▶ Task prompt
Please find the lines in the entries below that contain the word "block", and copy each one.

### Raw data ###

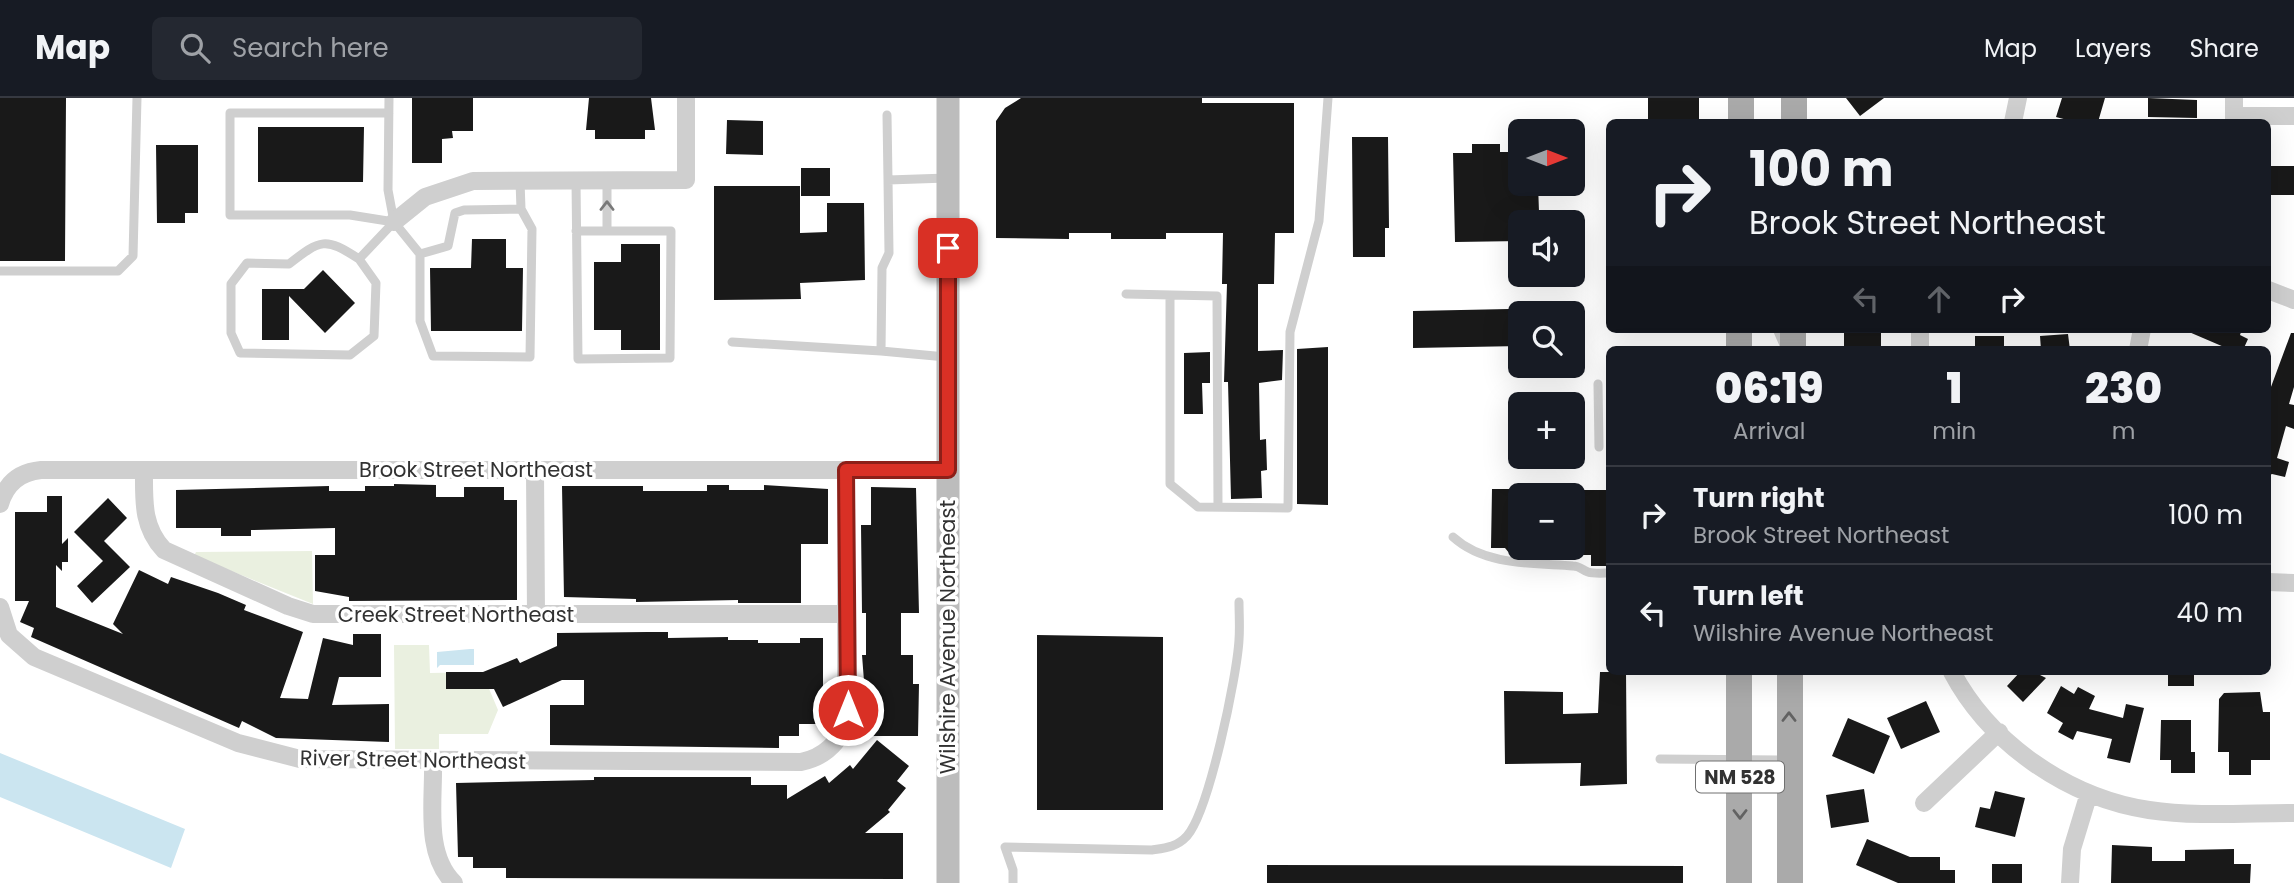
<!DOCTYPE html>
<html lang="en">
<head>
<meta charset="utf-8">
<style>
	:root { --surface:#171b24; --page:#242831; --text:#f1f3f6; --muted:#9ea1a6; --line:#363941 }
	body { margin:0; font-family:Poppins,sans-serif; background:var(--page); color:var(--text); height:100vh; display:flex; flex-direction:column; font-size:26px; white-space:nowrap }
	* { box-sizing:border-box; margin:0 }
	p { font-size:23px; color:var(--muted) }
	.icon { flex:none; width:38px; height:38px; fill:none; stroke:currentColor; stroke-width:2; stroke-linecap:round; stroke-linejoin:round }
	.map { position:relative; flex:1; overflow:hidden }
	.drawer { position:absolute; left:1606px; top:248px; width:665px; height:329px; display:flex; flex-direction:column; background:var(--surface); border-radius:10px; box-shadow:0 7px 28px #0002 }
	.drawer>* { flex:none }
	.guide { position:absolute; left:1606px; top:21px; width:665px; height:214px; border-radius:10px; box-shadow:0 7px 28px #0002; background:#171b24; color:var(--text); overflow:hidden }
	.needle { width:46px; rotate:90deg }
	.buttons { position:absolute; left:1508px; top:21px; display:grid; gap:14px }
	.buttons a { display:grid; place-items:center; width:77px; height:77px; border-radius:10px; background:var(--surface); box-shadow:0 7px 28px #0002; font-size:35px }
	.pin { position:absolute; display:grid; place-items:center; width:60px; height:60px; color:#fff; margin:-30px; border-radius:14px; box-shadow:0 4px 10px #0006 }
	.me { position:absolute; width:77px; margin:-38px; rotate:0deg; stroke-linejoin:round; filter:drop-shadow(0 0 5px #0008) }
	.turn { display:flex; align-items:center; gap:24px; height:147px; padding:0 28px; font-size:32px }
	.turn .icon { width:91px; height:91px; stroke-width:2.5 }
	.turn b { display:block; font-size:49px; line-height:60px }
	.lanes { display:flex; align-items:center; height:66px; padding:0 28px; background:#0003; justify-content:center; gap:35px; direction:ltr }
	.lanes .off { opacity:.35 }
	.eta { display:flex; justify-content:space-evenly; align-items:center; height:119px; text-align:center }
	.eta b { font-size:42px; font-weight:800; line-height:49px }
	ul { padding:0; list-style:none }
	li { display:flex; align-items:center; gap:21px; height:98px; padding:0 28px; border-top:2px solid var(--line) }
	li div { flex:1 }
	li b { display:block; font-size:26px }
	li em { font-style:normal }
	header { display:flex; align-items:center; gap:42px; box-sizing:border-box; height:98px; padding:0 35px; background:var(--surface); border-bottom:2px solid var(--line) }
	header strong { font-size:33px }
	nav { display:flex; gap:38px; margin-inline-start:auto; font-size:24px }
	.search { width:490px; height:63px; background:var(--page); display:flex; align-items:center; gap:18px; box-sizing:border-box; padding:0 24px; border-radius:10px; color:var(--muted); font-size:26px }
	.map>svg:first-child { display:block }
</style>
</head>
<body>
<header>
<strong>Map</strong>
<div class="search"><svg class="icon" aria-label="search" viewBox="0 0 24 24"><circle cx="10" cy="10" r="6"/><path d="M15 15l6 6"/></svg>Search here</div>
<nav><a>Map</a><a>Layers</a><a>Share</a></nav>
</header>
<div class="map">
<svg width="2294" height="785" viewBox="0 0 2294 785">
	<rect width="100%" height="100%" fill="#fff"/>
	<path fill="#eaf0e0" d="M312,453l1,53 -119,-48 2,-4z
		M394,547h35l1,28 52,-1 16,38 -10,24h-49v15h-44z"/>
	<path fill="#cbe5f0" d="M470,551h4v16h-34l-3,3v-16z
		M0,655l185,76 -14,39 -171,-71z"/>
	<path fill="#191919" d="M0,0h66l-1,163h-65z
		M412,0h61v33h-21l1,7 -11,1v24h-30z
		M589,0h62l4,32h-10v9h-50v-9h-9z
		M1021,0h181v5h92v130h-19l-1,51h-16v67l25,-1 -1,30 -23,3 1,57 6,-1 1,31 -6,1 1,27 -31,1 -3,-117h-4l3,-98h-5l1,-51h-57v6h-55v-6h-42v6l-73,-1v-117l9,-13z
		M1648,0h51v21h-51z
		M1846,0h38l-24,18z
		M2062,0h43l-7,24h-23l-19,-5z
		M2148,0l49,2v18l-49,-1z
		M727,22l36,1v34l-37,-1z
		M258,29h106l-1,55h-105z
		M1352,39h36l1,91h-4v29h-32z
		M1472,46h28v8h11l1,29 26,3 1,28h-19l1,29 -66,1 -2,-89h19z
		M156,47h42v68h-13v10h-28z
		M2271,68h23v29h-23z
		M801,70h29v28h-29z
		M714,88h86v47l27,-1v-29h37l1,77 -65,3 1,16 -87,1z
		M472,141h34v29h17l-1,63h-91l-1,-63h41z
		M621,146h39v106h-39v-20h-27v-68h27z
		M323,172l32,33 -30,30 -36,-37v44h-27v-51h42z
		M1509,211v6l12,-1v32l-108,2v-37z
		M1844,231h37v21h-37z
		M2182,231h60l-2,6 8,4 -5,11h-12z
		M2291,235h3v54l-5,17 5,1v24l-8,-3 -9,32 12,4 -4,15 -13,-3 -4,2v-81z
		M2068,236l2,16h-29l-1,-14z
		M1975,238h29v14h-29z
		M1328,249v158l-31,-1v-155z
		M1210,254v31h-8l1,31h-19v-61z
		M394,386l42,1v12h28v-10h40v13h13v100l-168,1v-4l-34,-6v-36h20v-27l-84,2v6h-30v-8h-45v-38l153,-4v5h36v-5h29z
		M707,387h22v5h35v-5l64,4v55h-27v59h-63v-3l-102,2v-3l-72,-2 -2,-111h81v5h64z
		M871,389l45,1 3,125h-18v42h12v29h6l-1,52h-45v-42h-8l-3,-39h4v-42h-4l-1,-88h10z
		M1492,391h29v65h-11l-5,-6h-14z
		M1573,392h37v76h-19v-11h-18z
		M47,398h15v48l6,-6v24h-6v9l-6,-6v42l67,27 -10,-10 26,-54 29,14 3,-7 47,16 28,12 -2,5 59,22 -23,66 28,1 15,-61 30,7v-11h28v43h-42l-7,28 57,-1v38l-113,-4 -34,-17 -3,7 -208,-91 3,-9 -14,-6 9,-21h-14v-89h32z
		M108,400l19,20 -23,23 26,26 -38,36 -15,-17 26,-25 -29,-29z
		M647,534h21v6l60,-1v3h30v3h42v-5h23v86h-24v12h-20v12l-229,-3v-40h34v-25h-22l-59,27 -9,-18h-48v-17h37l34,-14 3,5 37,-17v-13z
		M1037,537l126,2v173h-126z
		M1600,574h26l1,112 -47,2 1,-23 -76,1 -1,-73 59,1v22l35,-1z
		M2020,574h14l12,6 -23,24 -16,-16z
		M2168,574h26v14h-26z
		M2061,588l13,8 4,-7 17,9 -6,13 34,9 3,-14 18,4 -14,55 -23,-5 5,-19 -35,-8 -4,9 -15,-8 5,-9 -16,-10z
		M2260,594l3,20h7v48h-19v15h-22v-23h-11l1,-53 5,-6z
		M1926,603l14,31 -39,17 -14,-31z
		M1848,620l42,18 -16,38 -42,-18z
		M2161,622h30v32h4v21h-24v-13h-11z
		M877,642l32,26 -12,15 9,7 -18,22 2,2 -25,21h38v46l-397,-1v-10h-33v-11h-15l-2,-74 138,-3v-3h157v8h36v14l38,-23 4,7 21,-18 3,4z
		M1864,691l5,33 -38,6 -5,-33z
		M1995,693l30,7 -10,39 -40,-10 5,-20 10,2z
		M1867,741l43,18h30v13h15v13h-57l-42,-18z
		M2112,747l40,2v14h33v-11l49,-1v15h17l-1,19h-139z
		M1992,766h30v19h-30z
		M1267,767l416,1v17h-416z"/>
	<g fill="none" stroke-linecap="round" stroke-linejoin="round">
		<path stroke="#cfcfcf" stroke-width="9" d="M389,0l-1,92 6,32 26,32v67l13,35 97,1 2,-128 -11,-20 -1,-28
			M389,15h-159v102h120l44,7
			M887,17l1,65
			M576,83l2,178 92,-1 1,-127h-95
			M607,133v-51
			M420,156l28,-8 7,-33 9,-3 57,-1
			M359,161c-34,-22 -38,-20 -70,5l-42,-1 -16,21v49l9,20 110,2 24,-19 2,-53 -17,-24 35,-37
			M0,173h118l15,-15 4,-158
			M1126,196l91,2 1,211
			M1170,197v189l28,23 90,1 2,-176 29,-111 9,-123
			M1777,231l7,16
			M732,244l149,9
			M946,259l-65,-6 1,-83 7,-15 -1,-73 59,-2
			M1598,286l1,63
			M1453,439c32,29 80,26 120,29 7,0 9,4 15,6 6,2 15,1 22,1
			M1660,661l128,1
			M1013,785v-13l-8,-23 147,3c13,-2 25,-3 35,-14 22,-25 50,-160 52,-196 1,-13 0,-26 0,-38"/>
		<path stroke="#cfcfcf" stroke-width="18" d="M2234,18h60
			M2013,24l5,-24
			M2234,24v-24
			M394,124l31,-25 48,-16 213,-1v-82
			M2268,192l26,10
			M1920,231v21
			M2138,252l4,-21
			M144,372c0,30 -2,57 20,80l124,56 25,8h534
			M535,372l1,145
			M0,406c6,-21 20,-32 41,-34h907
			M2268,484l26,1
			M0,509l9,28 25,22 204,86 62,16 501,3c23,-5 38,-18 45,-41v-251
			M1952,574c38,72 117,126 197,138 46,7 98,3 145,3
			M433,665c1,38 -9,91 21,120
			M1924,705l75,-71
			M2070,785l2,-34 17,-56"/>
		<path stroke="#bcbcbc" stroke-width="23" d="M948,785v-785"/>
		<path stroke="#aaa" stroke-width="26" d="M1741,24v-24
			M1794,24v-24
			M1739,252v-21
			M1793,252v-21
			M1739,574v211
			M1790,574v211"/>
	</g>
	<defs><path id="oneway-chevron" d="M-2-3.5L2.5 0L-2 3.5" fill="none" stroke-width="1.6" stroke-linecap="round" stroke-linejoin="round" transform="scale(1.75)"/></defs>
	<use stroke="#797979" href="#oneway-chevron" transform="translate(607 108) rotate(-90)"/>
	<g stroke="#626262">
		<use href="#oneway-chevron" transform="translate(1789 619) rotate(-90)"/>
		<use href="#oneway-chevron" transform="translate(1740 716) rotate(90)"/>
	</g>
	<g fill="none" stroke-linecap="round" stroke-linejoin="round">
		<defs>
			<path id="route" d="M848,612l-2,-240h102v-222"/>
		</defs>
		<use href="#route" stroke="#8d1f18" stroke-width="18"/>
		<use href="#route" stroke="#d93025" stroke-width="12"/>
	</g>
	<g text-anchor="middle" stroke-width="7" stroke-linejoin="round" paint-order="stroke">
		<rect fill="#fff" stroke="#707070" stroke-width="2" x="1696" y="663.5" width="88" height="31" rx="5"/>
		<g font-size="19" font-weight="bold" fill="#323232">
			<text x="1740" y="686">NM 528</text>
		</g>
		<g font-size="21" fill="#323232" stroke="#fff">
			<text x="476" y="379">Brook Street Northeast</text>
			<text x="456" y="524">Creek Street Northeast</text>
			<text transform="translate(948 539) rotate(-90)" y="7">Wilshire Avenue Northeast</text>
			<text transform="translate(413 662) rotate(1)" y="7">River Street Northeast</text>
		</g>
	</g>
</svg>
<div class="buttons">
<a><svg class="needle" viewBox="-14 -14 28 28"><path d="M0-13l5 13h-10z" fill="#e53935"/><path d="M0 13l5-13h-10z" fill="#9ea1a6"/></svg></a>
<a><svg class="icon" aria-label="sound" viewBox="0 0 24 24"><path d="M4 9h4l5-4v14l-5-4H4zM17 9q2 3 0 6"/></svg></a>
<a><svg class="icon" aria-label="search" viewBox="0 0 24 24"><circle cx="10" cy="10" r="6"/><path d="M15 15l6 6"/></svg></a>
<a>+</a>
<a>−</a>
</div>
<div class="pin" style="left:948px;top:150px;background:#d93025"><svg class="icon" aria-label="arrive" viewBox="0 0 24 24"><path d="M6 21V4h12l-3 4 3 4H6"/></svg></div>
<svg class="me" style="left:848px;top:612px" viewBox="-20 -20 40 40"><circle r="17" fill="#d93025" stroke="#fff" stroke-width="3"/><path d="M0-11L8 9 0 5-8 9z" fill="#fff"/></svg>
<div class="guide">
<div class="turn"><svg class="icon" aria-label="right" viewBox="0 0 24 24"><path d="M7 20v-9h11M14 6l5 5-5 5"/></svg><div><b>100 m</b>Brook Street Northeast</div></div>
<div class="lanes"><svg class="icon off" aria-label="left" viewBox="0 0 24 24"><path d="M17 20v-9H6M10 6l-5 5 5 5"/></svg><svg class="icon off" aria-label="ahead" viewBox="0 0 24 24"><path d="M12 20V5M6 11l6-6 6 6"/></svg><svg class="icon" aria-label="right" viewBox="0 0 24 24"><path d="M7 20v-9h11M14 6l5 5-5 5"/></svg></div>
</div>
<section class="drawer">
<div class="eta">
<div><b>06:19</b><p>Arrival</p></div>
<div><b>1</b><p>min</p></div>
<div><b>230</b><p>m</p></div>
</div>
<ul>
<li><svg class="icon" aria-label="right" viewBox="0 0 24 24"><path d="M7 20v-9h11M14 6l5 5-5 5"/></svg><div><b>Turn right</b><p>Brook Street Northeast</p></div><em>100 m</em></li>
<li><svg class="icon" aria-label="left" viewBox="0 0 24 24"><path d="M17 20v-9H6M10 6l-5 5 5 5"/></svg><div><b>Turn left</b><p>Wilshire Avenue Northeast</p></div><em>40 m</em></li>
</ul>
</section>
</div>
</body>
</html>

###

▶ Result for this task
	.turn b { display:block; font-size:49px; line-height:60px }
	li b { display:block; font-size:26px }
	.map>svg:first-child { display:block }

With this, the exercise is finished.